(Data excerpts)
----------

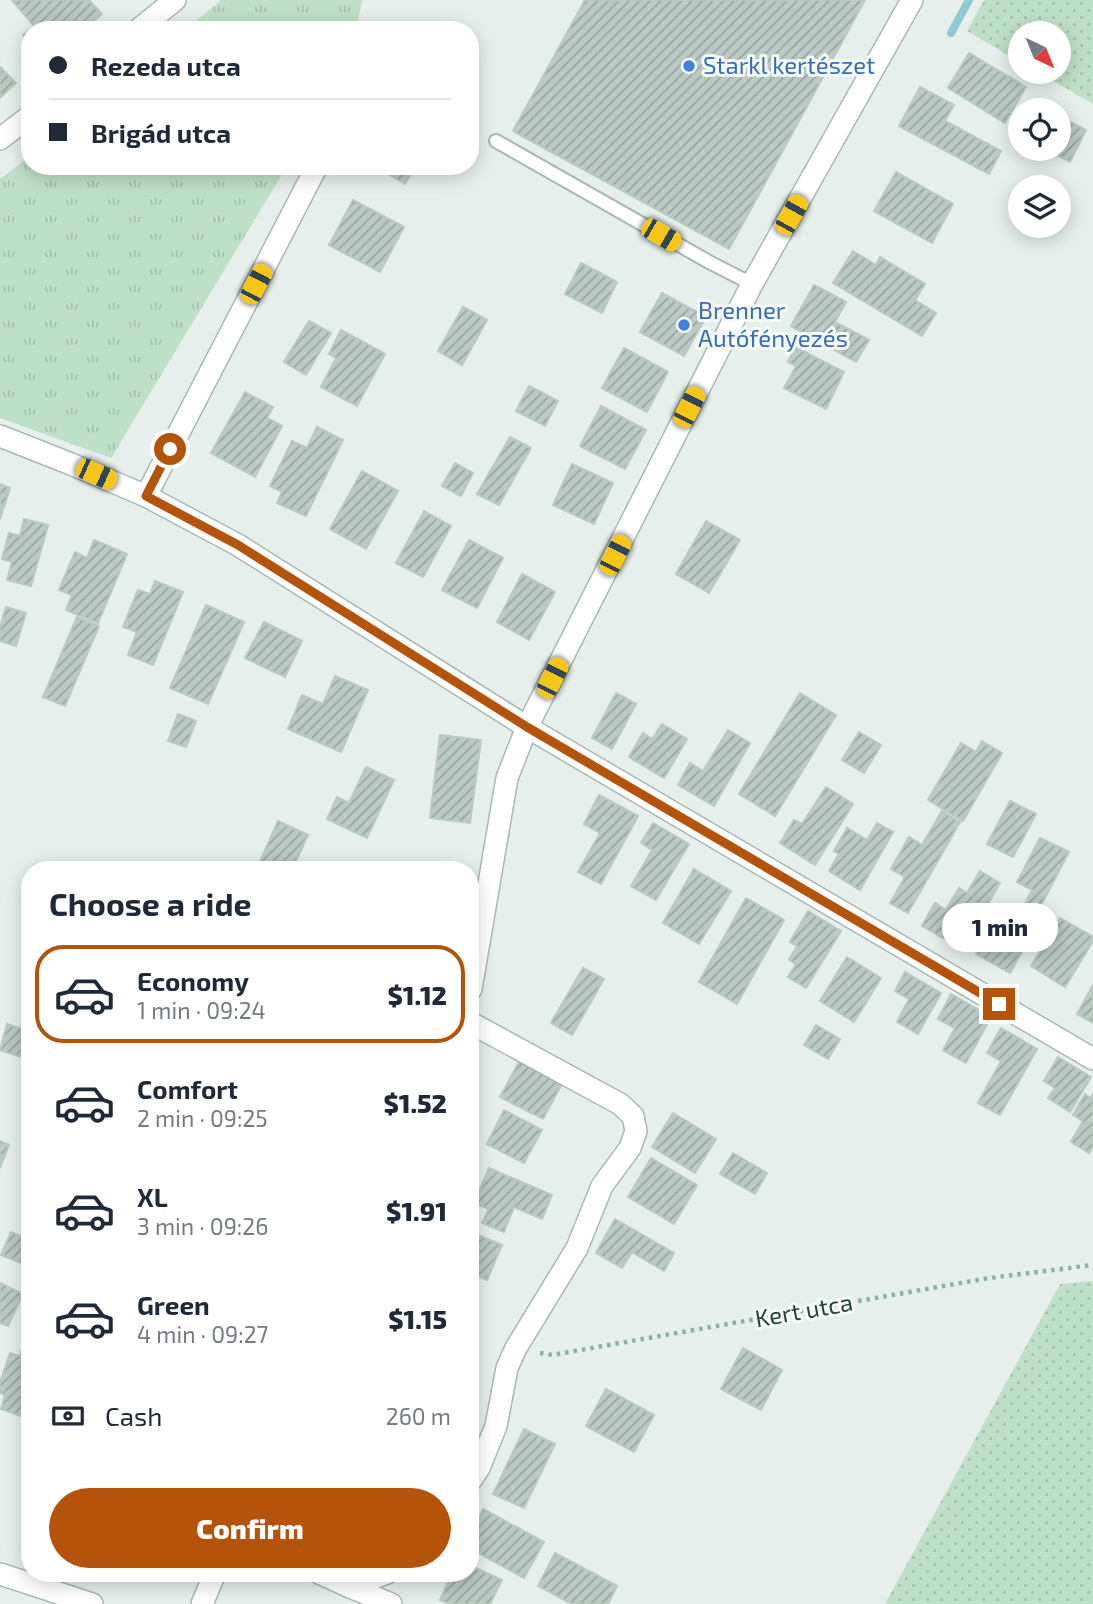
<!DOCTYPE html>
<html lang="en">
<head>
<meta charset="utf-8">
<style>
  body { margin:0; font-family:"Exo 2",sans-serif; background:#f6f6f7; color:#1f2937; height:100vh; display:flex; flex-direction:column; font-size:26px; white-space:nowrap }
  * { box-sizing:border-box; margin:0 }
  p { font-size:23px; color:#747a83 }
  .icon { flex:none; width:38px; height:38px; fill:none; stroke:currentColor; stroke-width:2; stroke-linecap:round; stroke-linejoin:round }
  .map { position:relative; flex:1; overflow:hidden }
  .panel { position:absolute; left:21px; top:861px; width:458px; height:721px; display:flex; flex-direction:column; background:#fff; border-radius:28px; box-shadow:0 4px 18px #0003 }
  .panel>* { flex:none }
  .banner { position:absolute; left:21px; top:21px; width:458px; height:154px; border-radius:28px; box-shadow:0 4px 18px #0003; display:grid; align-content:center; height:154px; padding:0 28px; background:#fff }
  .needle { width:46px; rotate:137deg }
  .controls { position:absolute; left:1008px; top:21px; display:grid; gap:14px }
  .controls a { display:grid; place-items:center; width:63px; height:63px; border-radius:50%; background:#fff; box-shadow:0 4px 18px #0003; font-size:35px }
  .end { position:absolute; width:32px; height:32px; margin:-16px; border:9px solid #b45309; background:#fff; box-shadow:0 0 0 4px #fff }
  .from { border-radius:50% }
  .bubble { position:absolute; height:49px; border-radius:24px; background:#fff; box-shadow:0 4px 18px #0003; font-size:23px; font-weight:800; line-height:49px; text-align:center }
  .car { position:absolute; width:21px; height:42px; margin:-21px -10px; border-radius:9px; box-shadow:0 0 5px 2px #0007; background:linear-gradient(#f5c518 24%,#345 0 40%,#f5c518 0 76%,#345 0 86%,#f5c518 0) }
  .banner b { display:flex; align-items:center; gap:24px; height:66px; font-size:26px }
  .banner b+b { border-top:2px solid #e0e1e3 }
  .banner i { width:18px; height:18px; background:#1f2937 }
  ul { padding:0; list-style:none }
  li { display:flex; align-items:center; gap:21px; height:98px; margin:0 14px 10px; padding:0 14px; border:4px solid transparent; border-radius:28px }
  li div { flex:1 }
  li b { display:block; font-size:26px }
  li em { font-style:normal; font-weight:800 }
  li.selected { border-color:#b45309 }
  li>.icon { width:63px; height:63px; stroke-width:1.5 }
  h2 { padding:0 28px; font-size:32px; line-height:84px }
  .pay { display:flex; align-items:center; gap:18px; height:77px; padding:0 28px; font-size:26px }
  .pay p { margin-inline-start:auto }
  .primary-button { display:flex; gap:14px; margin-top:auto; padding:14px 28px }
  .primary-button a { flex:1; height:80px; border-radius:42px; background:#b45309; color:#fff; font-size:28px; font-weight:800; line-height:80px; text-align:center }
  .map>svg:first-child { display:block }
</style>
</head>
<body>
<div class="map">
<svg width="1093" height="1604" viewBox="0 0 1093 1604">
  <defs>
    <pattern id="grass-tufts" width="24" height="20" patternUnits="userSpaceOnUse" patternTransform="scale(1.75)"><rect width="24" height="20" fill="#bfe0c8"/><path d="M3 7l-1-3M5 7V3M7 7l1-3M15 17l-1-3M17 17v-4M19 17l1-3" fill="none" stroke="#a4c1ad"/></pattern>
    <pattern id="park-dots" width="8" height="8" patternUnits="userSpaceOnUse" patternTransform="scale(1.75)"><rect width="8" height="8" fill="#bfe0c8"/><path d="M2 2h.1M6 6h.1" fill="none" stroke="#a4c1ad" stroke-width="1.8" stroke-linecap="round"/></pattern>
    <pattern id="building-hatch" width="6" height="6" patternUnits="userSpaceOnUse" patternTransform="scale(1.75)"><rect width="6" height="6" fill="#bbcac4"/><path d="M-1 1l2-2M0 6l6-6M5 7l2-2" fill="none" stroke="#98a6a0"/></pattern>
  </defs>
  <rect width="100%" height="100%" fill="#e6efeb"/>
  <g fill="url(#grass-tufts)">
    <path d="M221 0H363L355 30H185Z"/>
    <path d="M30 156V166H287L111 458 0 418V179Z"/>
  </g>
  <g fill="url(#park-dots)">
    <path d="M984 0H1093V104L1038 72H1059V33H1020V62L967 31Z"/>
    <path d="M1093 1281V1604H885L1060 1284Z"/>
  </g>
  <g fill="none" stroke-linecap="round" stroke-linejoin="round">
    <path stroke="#8ec9d4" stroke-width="8" d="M951 33 969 0"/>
  </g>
  <g fill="url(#building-hatch)" stroke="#b8c9c2" stroke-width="2">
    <path d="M12 0H89L102 14 84 30H30V43L23 35 34 26Z"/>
    <path d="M585 0H865L729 249 513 131Z"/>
    <path d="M969 53 1026 87 1005 123 948 88Z"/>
    <path d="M0 67 16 83 0 98Z"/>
    <path d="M920 87 954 105 945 121 1001 151 989 174 899 126Z"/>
    <path d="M1059 116 1086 130 1070 162 1045 149H1059Z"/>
    <path d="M375 166H416L405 184Z"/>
    <path d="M896 172 953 204 932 243 874 211Z"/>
    <path d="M353 200 404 227 380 272 329 245Z"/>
    <path d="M853 251 876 265 880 257 925 284 915 300 936 313 922 336 833 283Z"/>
    <path d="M581 263 617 282 602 313 565 294Z"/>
    <path d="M814 285 846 302 835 322 869 340 856 362 791 326Z"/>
    <path d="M662 293 706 317 684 356 640 332Z"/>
    <path d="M463 307 487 320 462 365 438 351Z"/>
    <path d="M309 321 331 333 306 375 284 362Z"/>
    <path d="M341 330 385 354 357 406 321 387 336 358 329 354Z"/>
    <path d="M795 347 844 372 826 409 784 388 796 366 788 362Z"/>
    <path d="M624 348 668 372 647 412 602 388Z"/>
    <path d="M529 386 558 401 545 426 516 411Z"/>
    <path d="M245 392 273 407 267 418 282 426 255 477 211 453Z"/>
    <path d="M601 406 646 430 625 469 580 446Z"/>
    <path d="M317 427 343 440 306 516 277 503 282 492 270 486 292 441 307 448Z"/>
    <path d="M510 437 531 448 499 505 477 494Z"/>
    <path d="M455 463 473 473 461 496 442 486Z"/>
    <path d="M572 464 613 483 594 524 553 505Z"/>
    <path d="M362 471 398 491 366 549 330 529Z"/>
    <path d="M0 484 10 488 0 519Z"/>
    <path d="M424 511 451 526 423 577 396 563Z"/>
    <path d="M24 519 48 525 31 586 7 580 12 562 2 559 9 533 20 536Z"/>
    <path d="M706 521 740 540 709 593 676 574Z"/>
    <path d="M94 540 127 554 98 623 66 610 72 595 59 590 75 552 87 558Z"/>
    <path d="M469 540 503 558 477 608 442 590Z"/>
    <path d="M522 574 555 592 529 640 497 622Z"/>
    <path d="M155 581 183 592 153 665 128 655 137 632 123 627 138 590 150 594Z"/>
    <path d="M206 605 244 622 208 704 170 688Z"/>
    <path d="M6 607 26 613 16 646 0 641V628Z"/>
    <path d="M77 617 99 626 65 706 43 697Z"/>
    <path d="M264 622 302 641 285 677 245 658Z"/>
    <path d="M335 676 368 690 341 752 288 729 302 695 323 704Z"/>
    <path d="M616 693 636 704 612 749 592 738Z"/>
    <path d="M800 693 836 715 775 816 739 794Z"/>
    <path d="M178 714 196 721 186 747 168 741Z"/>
    <path d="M662 724 687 739 664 778 629 757 643 733 652 739Z"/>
    <path d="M728 730 750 743 714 806 678 785 690 763 703 771Z"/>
    <path d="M859 732 881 745 864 773 842 760Z"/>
    <path d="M440 735 481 740 470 823 430 818Z"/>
    <path d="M982 741 1002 753 963 821 928 800 961 743 976 752Z"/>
    <path d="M366 767 394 780 367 838 327 819 337 797 349 803Z"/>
    <path d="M826 787 853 804 815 865 780 843 794 820 802 824Z"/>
    <path d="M599 795 638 816 601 884 578 872 600 833 584 824Z"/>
    <path d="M1010 801 1036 814 1013 857 987 844Z"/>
    <path d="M942 811 960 822 908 913 890 903 905 877 891 869 909 837 922 845Z"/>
    <path d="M278 821 308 835 292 870H256Z"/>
    <path d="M653 823 689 844 656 900 631 886 652 850 641 843Z"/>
    <path d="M877 823 893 832 860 890 829 871 839 854 834 851 847 828 867 840Z"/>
    <path d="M1040 838 1069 852 1036 915 1023 908 1032 890 1017 882Z"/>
    <path d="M694 869 731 891 699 944 663 923Z"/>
    <path d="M980 871 1000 883 962 949 922 926 935 903 946 910 959 888 967 893Z"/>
    <path d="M746 898 784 920 737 1004 699 982Z"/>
    <path d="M808 911 841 931 806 988 788 977 796 964 789 960 797 946 790 942Z"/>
    <path d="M999 913 1033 932 1010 973 976 954Z"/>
    <path d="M1060 918 1093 937V941L1065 987 1031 966Z"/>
    <path d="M847 957 881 978 854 1022 820 1001Z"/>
    <path d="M583 968 604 979 572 1035 551 1023Z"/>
    <path d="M905 972 941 993 918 1034 897 1022 909 999 895 991Z"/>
    <path d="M1093 985V1023L1077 1014Z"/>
    <path d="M951 994 991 1017 966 1063 943 1050 955 1028 938 1019Z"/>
    <path d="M7 1024 30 1032V1060L0 1050Z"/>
    <path d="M816 1025 840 1039 828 1059 804 1045Z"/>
    <path d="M1001 1028 1037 1049 1000 1115 978 1103 1001 1061 987 1053Z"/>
    <path d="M1058 1057 1091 1077 1070 1112 1048 1098 1055 1088 1044 1081Z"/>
    <path d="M520 1060 563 1082 543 1119 500 1097Z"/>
    <path d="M1085 1094 1091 1098 1093 1094V1147L1089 1153 1071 1142 1083 1121 1073 1115Z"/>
    <path d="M504 1110 542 1130 524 1163 487 1144Z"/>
    <path d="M673 1113 716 1139 695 1173 652 1147Z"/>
    <path d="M0 1141 9 1145 0 1168Z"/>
    <path d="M733 1153 767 1173 755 1194 720 1174Z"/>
    <path d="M651 1158 697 1185 674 1224 628 1197Z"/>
    <path d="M489 1168 552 1195 542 1219 514 1207 504 1232 482 1223 489 1209 474 1203Z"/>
    <path d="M615 1219 674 1253 664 1271 632 1252 622 1268 596 1253Z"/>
    <path d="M11 1232 30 1240 29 1266 1 1255Z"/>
    <path d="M471 1232 502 1245 487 1280 471 1273Z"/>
    <path d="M0 1283 23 1294 8 1326 0 1323Z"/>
    <path d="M25 1339 30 1341V1419L1 1409 5 1395 0 1393V1383L10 1353 20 1356Z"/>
    <path d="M743 1348 782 1370 761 1410 721 1389Z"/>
    <path d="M606 1389 654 1415 634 1452 586 1426Z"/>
    <path d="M524 1429 555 1444 524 1508 493 1494Z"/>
    <path d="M483 1509 544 1542 524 1578 471 1549V1533Z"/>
    <path d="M555 1553 617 1586 608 1604H572L538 1586Z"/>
    <path d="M471 1566 502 1580 490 1604H449L440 1600 452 1573H471Z"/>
  </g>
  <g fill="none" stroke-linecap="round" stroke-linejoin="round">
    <defs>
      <path id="lane" d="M496 141 709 262 752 284"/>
      <g id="street">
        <path d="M138 30 175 0"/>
        <path d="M0 139 30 116"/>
        <path d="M0 436 71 464 146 496 238 545 527 727 1093 1059"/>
        <path d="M146 496 317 166"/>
        <path d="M471 989 507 778 527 727 752 284 912 0"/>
        <path d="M471 1023 620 1104 633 1116 636 1131 630 1148 602 1186 577 1248 516 1348 507 1368 496 1426 479 1468 471 1480"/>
        <path d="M319 1573 350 1587 387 1573"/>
        <path d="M0 1574 92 1604"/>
        <path d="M350 1587 391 1604"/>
        <path d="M202 1604 215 1573"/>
      </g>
    </defs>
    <use href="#lane" stroke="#a8b8b2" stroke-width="16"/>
    <use href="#street" stroke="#a8b8b2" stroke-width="24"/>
    <path stroke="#86b3a5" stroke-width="4.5" stroke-dasharray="3.5 5" stroke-linecap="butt" d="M540 1353 552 1355 989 1278 1093 1265"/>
    <use href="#lane" stroke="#fff" stroke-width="12"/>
    <use href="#street" stroke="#fff" stroke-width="21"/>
  </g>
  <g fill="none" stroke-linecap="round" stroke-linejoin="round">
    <path stroke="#b45309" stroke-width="9" d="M170 449 146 496 238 545 527 727 999 1004"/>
  </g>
  <g fill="#3f7fe0" stroke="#f7fbf9" stroke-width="2.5">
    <circle cx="689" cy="66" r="7"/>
    <circle cx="684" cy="325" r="7"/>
  </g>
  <g text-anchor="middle" stroke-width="6" stroke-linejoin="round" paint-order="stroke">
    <g font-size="24" fill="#366cbe" stroke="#f7fbf9" text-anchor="start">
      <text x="703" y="74">Starkl kertészet</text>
      <text x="698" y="319">Brenner<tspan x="698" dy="28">Autófényezés</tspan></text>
    </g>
    <g font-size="24" fill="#24423a" stroke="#f7fbf9">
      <text transform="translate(804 1311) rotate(-10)" y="8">Kert utca</text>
    </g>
  </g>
</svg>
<div class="controls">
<a><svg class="needle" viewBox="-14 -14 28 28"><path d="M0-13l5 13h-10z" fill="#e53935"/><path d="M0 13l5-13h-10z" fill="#747a83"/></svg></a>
<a><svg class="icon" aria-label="locate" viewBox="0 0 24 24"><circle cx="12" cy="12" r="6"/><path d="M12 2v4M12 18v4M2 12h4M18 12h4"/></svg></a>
<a><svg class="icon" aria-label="layers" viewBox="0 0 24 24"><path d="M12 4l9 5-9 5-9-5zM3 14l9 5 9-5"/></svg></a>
</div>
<i class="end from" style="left:170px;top:449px"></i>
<i class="end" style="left:999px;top:1004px"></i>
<div class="bubble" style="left:942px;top:903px;width:116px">1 min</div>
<i class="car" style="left:791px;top:215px;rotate:29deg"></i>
<i class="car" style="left:661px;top:235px;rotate:120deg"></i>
<i class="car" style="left:256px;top:284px;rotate:28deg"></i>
<i class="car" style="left:689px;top:407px;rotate:27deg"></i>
<i class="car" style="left:96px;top:474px;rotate:114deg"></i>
<i class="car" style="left:615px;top:555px;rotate:27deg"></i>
<i class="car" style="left:552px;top:678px;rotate:27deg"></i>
<div class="banner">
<b><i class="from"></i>Rezeda utca</b>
<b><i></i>Brigád utca</b>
</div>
<section class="panel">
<h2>Choose a ride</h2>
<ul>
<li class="selected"><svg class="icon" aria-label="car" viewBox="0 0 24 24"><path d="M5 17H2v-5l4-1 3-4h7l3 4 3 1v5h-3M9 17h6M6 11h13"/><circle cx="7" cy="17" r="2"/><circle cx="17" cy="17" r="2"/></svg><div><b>Economy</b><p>1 min · 09:24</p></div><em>$1.12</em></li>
<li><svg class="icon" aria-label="car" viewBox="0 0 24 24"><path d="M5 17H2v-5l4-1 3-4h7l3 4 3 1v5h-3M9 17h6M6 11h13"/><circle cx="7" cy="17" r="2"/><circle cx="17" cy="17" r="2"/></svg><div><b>Comfort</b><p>2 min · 09:25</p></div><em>$1.52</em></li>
<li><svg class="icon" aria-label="car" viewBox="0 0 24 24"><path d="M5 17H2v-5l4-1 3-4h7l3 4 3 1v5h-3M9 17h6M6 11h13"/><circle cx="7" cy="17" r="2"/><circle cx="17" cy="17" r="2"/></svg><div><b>XL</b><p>3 min · 09:26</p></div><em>$1.91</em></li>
<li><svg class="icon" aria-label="car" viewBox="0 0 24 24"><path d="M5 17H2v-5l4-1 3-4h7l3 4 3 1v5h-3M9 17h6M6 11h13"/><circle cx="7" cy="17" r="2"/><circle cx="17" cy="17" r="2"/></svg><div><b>Green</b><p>4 min · 09:27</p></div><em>$1.15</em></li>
</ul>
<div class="pay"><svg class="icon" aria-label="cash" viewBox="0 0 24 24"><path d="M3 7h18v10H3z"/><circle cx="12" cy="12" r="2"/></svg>Cash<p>260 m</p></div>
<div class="primary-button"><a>Confirm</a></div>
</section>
</div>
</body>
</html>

----------

## Task to carry out:
Look through the records for the string "weight". Copy every line that has it.

## Expected answer:
  .bubble { position:absolute; height:49px; border-radius:24px; background:#fff; box-shadow:0 4px 18px #0003; font-size:23px; font-weight:800; line-height:49px; text-align:center }
  li em { font-style:normal; font-weight:800 }
  .primary-button a { flex:1; height:80px; border-radius:42px; background:#b45309; color:#fff; font-size:28px; font-weight:800; line-height:80px; text-align:center }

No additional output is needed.